Work request:
The answer must consist of every line from the entries below that contains the word "above".

Material for the task:
#####
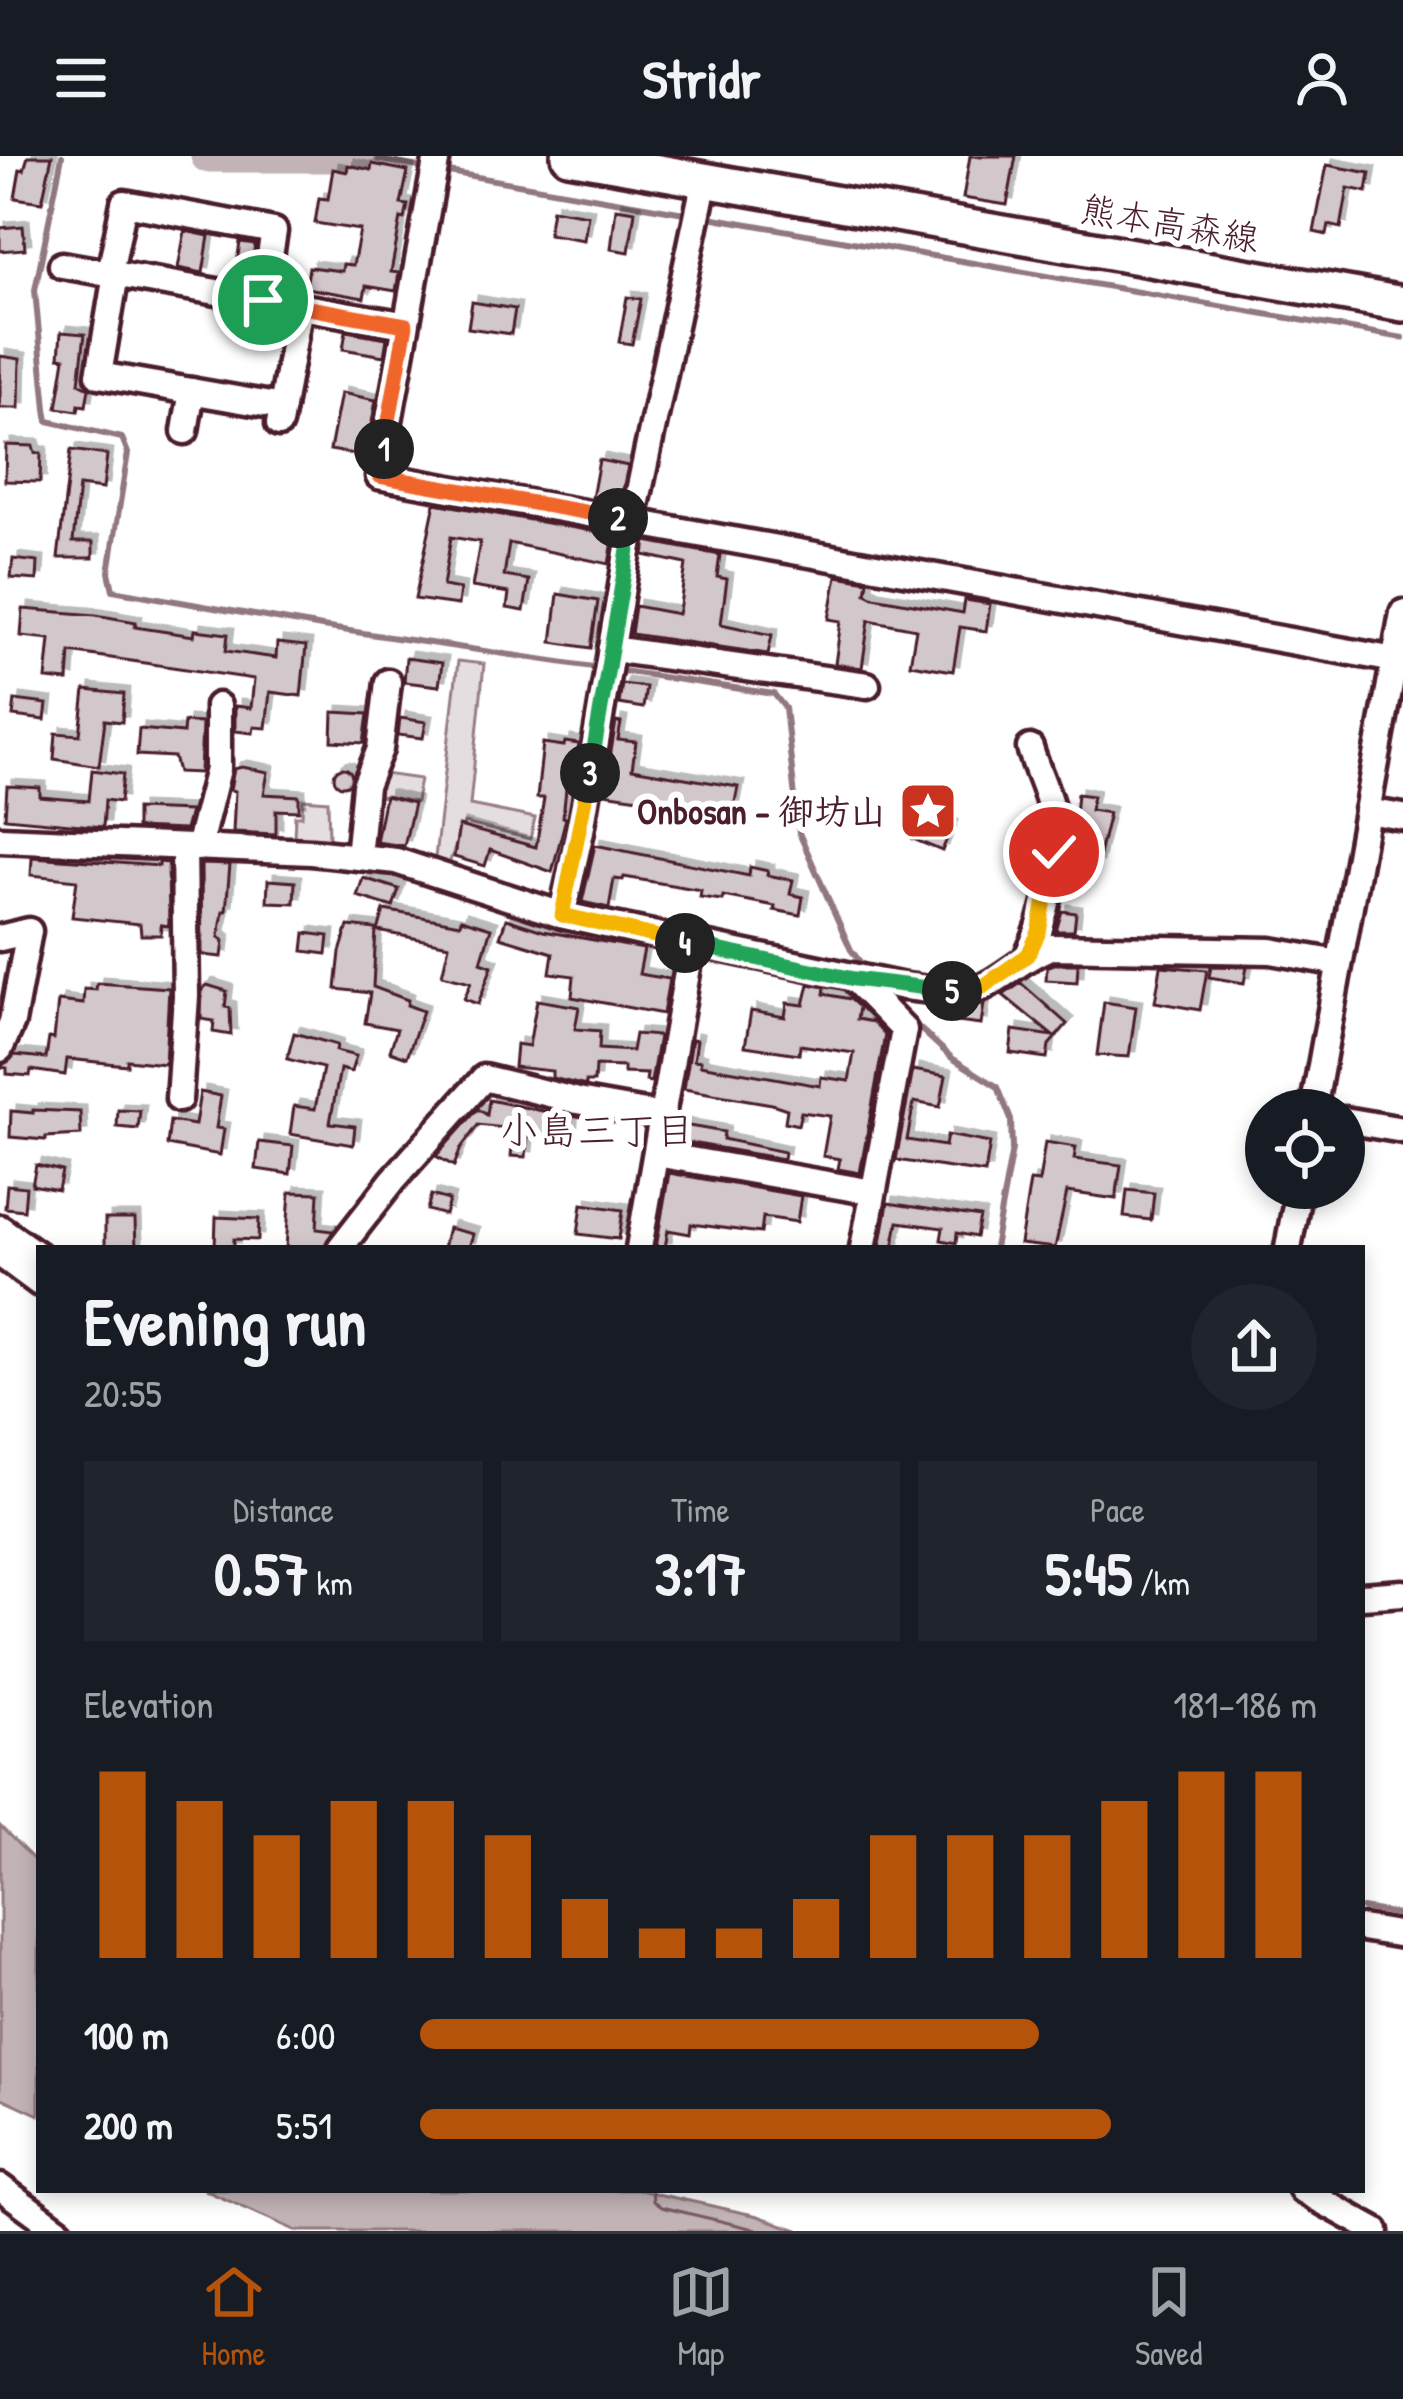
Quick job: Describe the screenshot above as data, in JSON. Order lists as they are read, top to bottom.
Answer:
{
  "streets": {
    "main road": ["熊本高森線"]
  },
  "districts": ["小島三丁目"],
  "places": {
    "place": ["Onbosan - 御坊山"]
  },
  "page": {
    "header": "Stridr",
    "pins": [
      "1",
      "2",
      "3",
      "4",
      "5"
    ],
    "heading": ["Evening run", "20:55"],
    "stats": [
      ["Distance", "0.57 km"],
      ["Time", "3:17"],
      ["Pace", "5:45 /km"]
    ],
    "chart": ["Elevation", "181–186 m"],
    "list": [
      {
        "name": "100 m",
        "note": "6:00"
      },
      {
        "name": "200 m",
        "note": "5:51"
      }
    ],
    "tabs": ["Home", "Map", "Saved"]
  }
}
#####
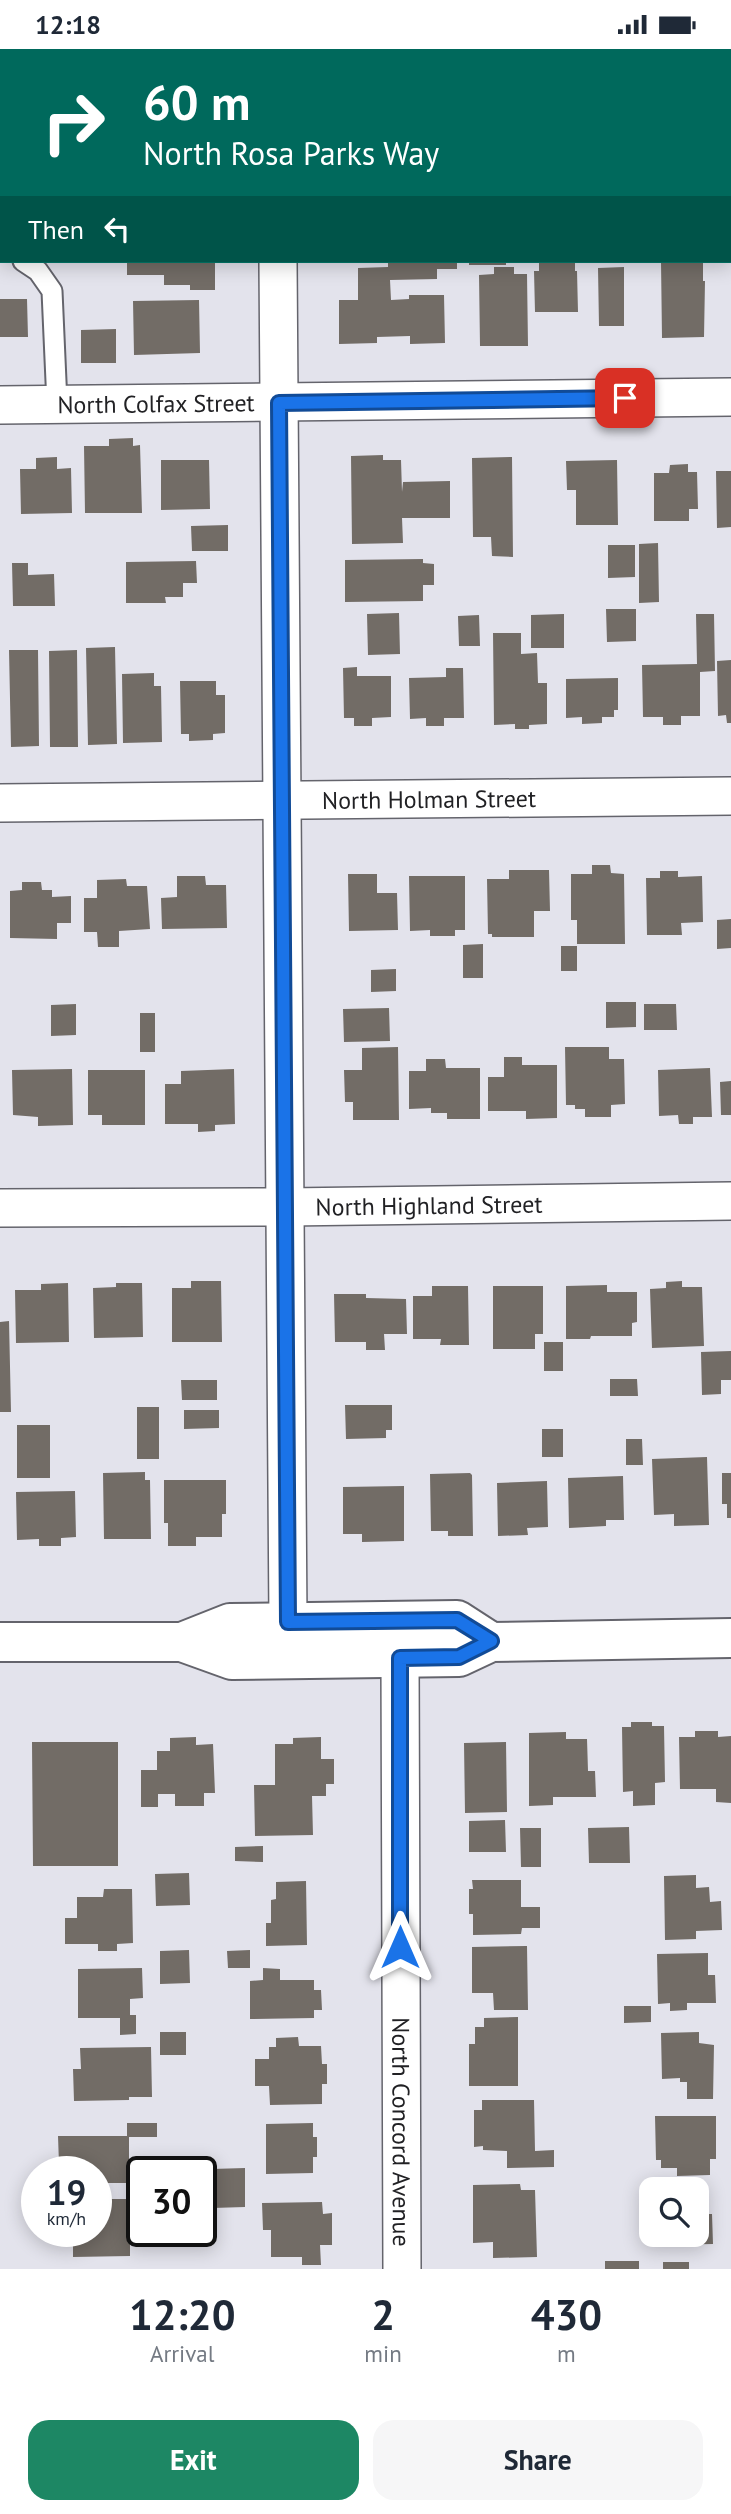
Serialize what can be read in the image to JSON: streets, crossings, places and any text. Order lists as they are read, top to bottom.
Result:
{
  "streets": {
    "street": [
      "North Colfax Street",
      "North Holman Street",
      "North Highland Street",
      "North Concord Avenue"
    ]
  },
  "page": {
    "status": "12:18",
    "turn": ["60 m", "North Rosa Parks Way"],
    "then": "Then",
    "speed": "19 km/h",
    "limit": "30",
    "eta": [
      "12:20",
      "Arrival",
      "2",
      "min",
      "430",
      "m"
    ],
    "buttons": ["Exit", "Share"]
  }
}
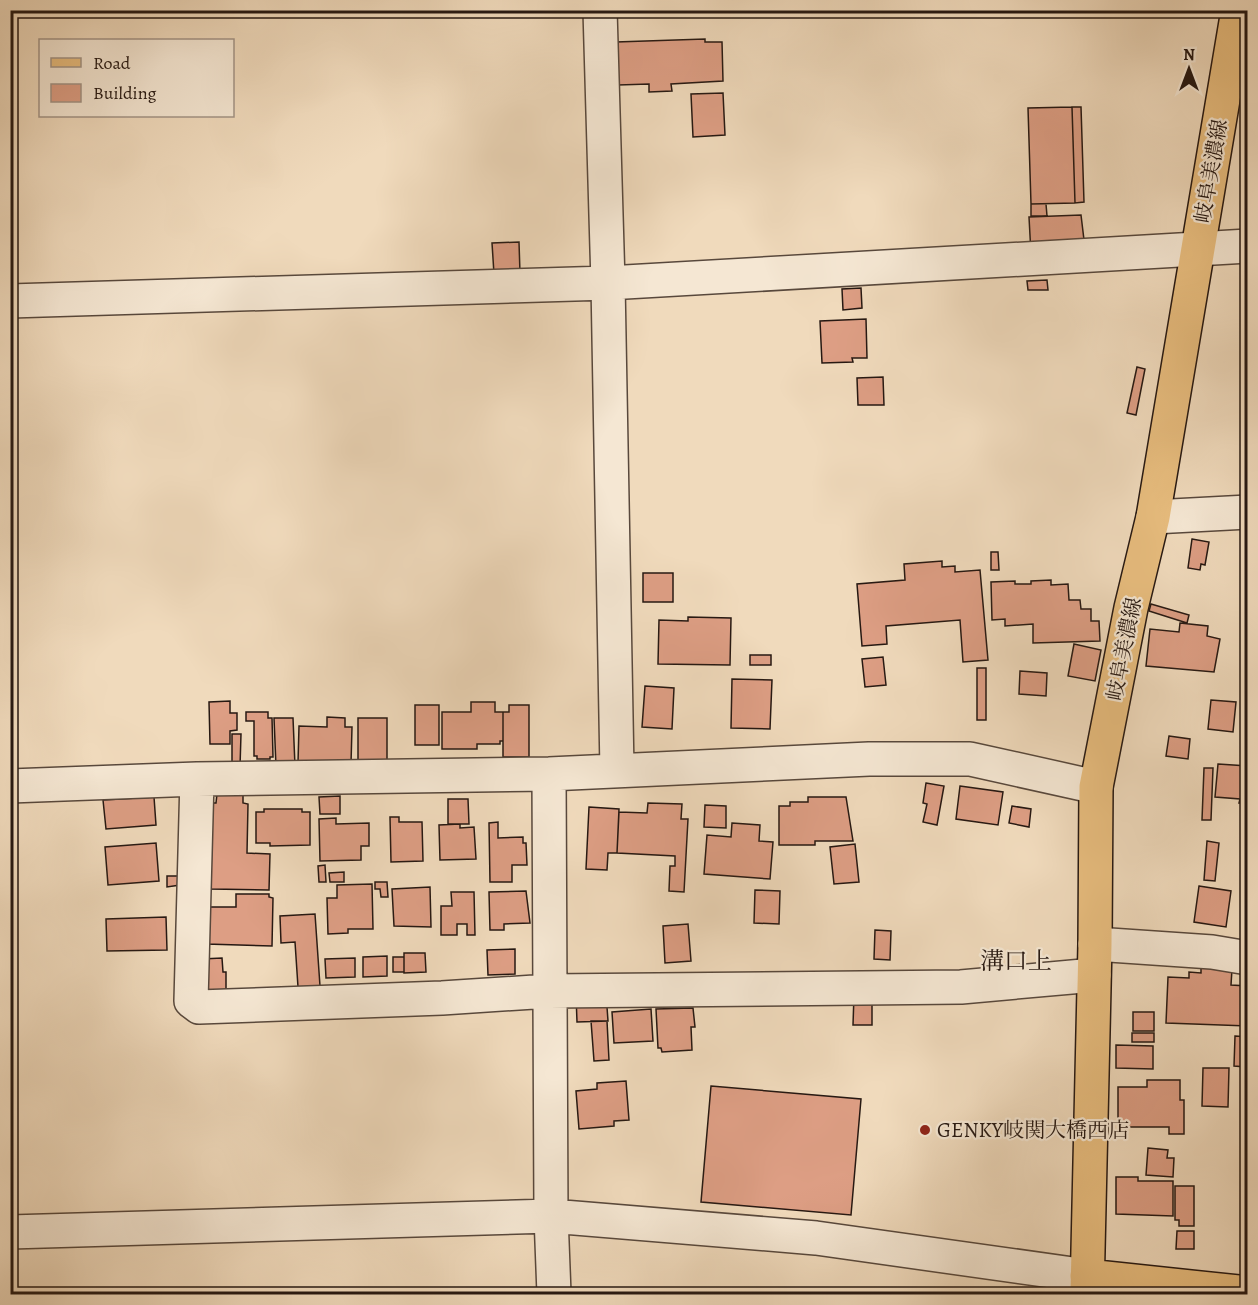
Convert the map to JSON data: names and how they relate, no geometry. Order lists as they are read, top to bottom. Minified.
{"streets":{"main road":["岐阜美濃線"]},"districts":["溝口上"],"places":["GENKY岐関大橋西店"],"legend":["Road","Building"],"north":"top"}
#####
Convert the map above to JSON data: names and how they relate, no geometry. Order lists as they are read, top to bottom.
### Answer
#####
Result of this task:
Quick job: Describe the screenshot above as data, in JSON. Order lists as they are read, top to bottom.
Convert the map above to JSON data: names and how they relate, no geometry. Order lists as they are read, top to bottom.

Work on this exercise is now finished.